Improve published data quality

In this section, you will learn how to use the GBIF data validator.

The GBIF data validator is a service that allows anyone with a GBIF-relevant dataset to receive a report on the syntactical correctness and the validity of the content contained within the dataset. By submitting a dataset to the validator, you can go through the validation and interpretation procedures usually associated with publishing in GBIF and quickly determine potential issues in data - without having to publish it.

datavalidator
Click on the Tools menu on the GBIF website to navigate to the Data validator page

How does it work?

You start by uploading the dataset file to the validator, either by 1) clicking SELECT FILE and selecting it on your local computer or 2) dragging the file from a local folder and dropping it on the Drop here icon.
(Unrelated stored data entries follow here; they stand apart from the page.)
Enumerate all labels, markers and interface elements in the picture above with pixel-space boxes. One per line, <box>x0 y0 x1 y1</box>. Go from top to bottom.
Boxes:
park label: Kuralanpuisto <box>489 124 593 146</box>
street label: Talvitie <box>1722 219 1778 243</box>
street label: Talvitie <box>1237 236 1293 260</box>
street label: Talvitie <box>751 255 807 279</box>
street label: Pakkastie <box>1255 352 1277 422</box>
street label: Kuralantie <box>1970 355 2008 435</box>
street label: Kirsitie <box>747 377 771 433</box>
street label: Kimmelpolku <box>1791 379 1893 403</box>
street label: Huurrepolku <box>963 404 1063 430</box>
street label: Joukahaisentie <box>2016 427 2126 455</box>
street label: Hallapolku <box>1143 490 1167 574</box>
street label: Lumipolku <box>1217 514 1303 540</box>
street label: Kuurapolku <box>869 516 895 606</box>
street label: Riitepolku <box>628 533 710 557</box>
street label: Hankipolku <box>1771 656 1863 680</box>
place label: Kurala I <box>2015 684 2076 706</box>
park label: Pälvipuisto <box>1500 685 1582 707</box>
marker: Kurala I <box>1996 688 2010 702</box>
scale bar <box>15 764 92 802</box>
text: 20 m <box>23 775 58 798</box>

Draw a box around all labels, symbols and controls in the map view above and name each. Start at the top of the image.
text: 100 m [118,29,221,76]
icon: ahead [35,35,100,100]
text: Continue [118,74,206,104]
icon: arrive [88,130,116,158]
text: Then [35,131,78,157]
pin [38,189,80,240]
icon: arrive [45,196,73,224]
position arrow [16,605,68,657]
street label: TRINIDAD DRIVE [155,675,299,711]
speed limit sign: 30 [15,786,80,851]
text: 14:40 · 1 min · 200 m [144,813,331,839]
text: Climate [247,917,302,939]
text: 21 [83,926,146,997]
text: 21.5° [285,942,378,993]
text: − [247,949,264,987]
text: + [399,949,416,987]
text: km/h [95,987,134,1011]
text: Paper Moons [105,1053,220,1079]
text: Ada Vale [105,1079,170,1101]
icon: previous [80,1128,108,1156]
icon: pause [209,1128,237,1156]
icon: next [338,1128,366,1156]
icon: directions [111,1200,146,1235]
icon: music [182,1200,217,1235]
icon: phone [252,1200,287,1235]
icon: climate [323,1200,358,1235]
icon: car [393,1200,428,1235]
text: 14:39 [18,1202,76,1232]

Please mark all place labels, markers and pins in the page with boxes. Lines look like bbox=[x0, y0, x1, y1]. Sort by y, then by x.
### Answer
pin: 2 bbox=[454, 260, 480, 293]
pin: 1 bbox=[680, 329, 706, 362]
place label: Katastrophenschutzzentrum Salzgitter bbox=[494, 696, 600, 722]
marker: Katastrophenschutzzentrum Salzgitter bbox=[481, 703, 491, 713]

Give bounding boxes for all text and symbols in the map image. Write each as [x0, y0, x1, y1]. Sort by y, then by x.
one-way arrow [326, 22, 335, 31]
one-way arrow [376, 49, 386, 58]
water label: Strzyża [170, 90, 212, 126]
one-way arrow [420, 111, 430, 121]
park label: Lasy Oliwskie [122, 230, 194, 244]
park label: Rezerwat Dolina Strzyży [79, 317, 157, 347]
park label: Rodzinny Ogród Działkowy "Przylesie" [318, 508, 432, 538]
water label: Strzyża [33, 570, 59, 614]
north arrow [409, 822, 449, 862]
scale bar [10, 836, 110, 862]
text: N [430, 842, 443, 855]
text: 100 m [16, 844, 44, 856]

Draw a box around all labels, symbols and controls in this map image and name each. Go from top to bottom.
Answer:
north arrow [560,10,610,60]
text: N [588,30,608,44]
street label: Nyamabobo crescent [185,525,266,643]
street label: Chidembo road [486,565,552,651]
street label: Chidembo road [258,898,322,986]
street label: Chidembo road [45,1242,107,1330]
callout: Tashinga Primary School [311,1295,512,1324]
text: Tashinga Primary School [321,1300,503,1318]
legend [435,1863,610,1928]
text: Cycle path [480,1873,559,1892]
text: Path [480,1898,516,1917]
You can also enter the URL of a dataset file accessible from the internet. This is particularly useful for larger datasets. Once you hit the Submit button, the validator starts processing your dataset file. You will be taken straight to a page showing the status of the validation.

quality11

Depending on the size of your dataset, processing might take a while. You don’t have to keep the browser window open, as a unique job ID is issued every time a new validation process is started. If your dataset is taking too long to process, just save the ID (bookmark the URL) and use it to return at a later time to view the report. We’ll keep the report for a month, during which you can come back whenever you like.

Which file types are accepted?

  • ZIP-compressed Darwin Core Archives (DwC-A) (containing cores Occurrence, Taxon, or Event)

  • Integrated Processing Toolkit (IPT) Excel templates containing Checklist, Occurrence, or Sampling-event data

  • Simple CSV files containing Darwin Core terms in the first row

What information is provided from the validation report?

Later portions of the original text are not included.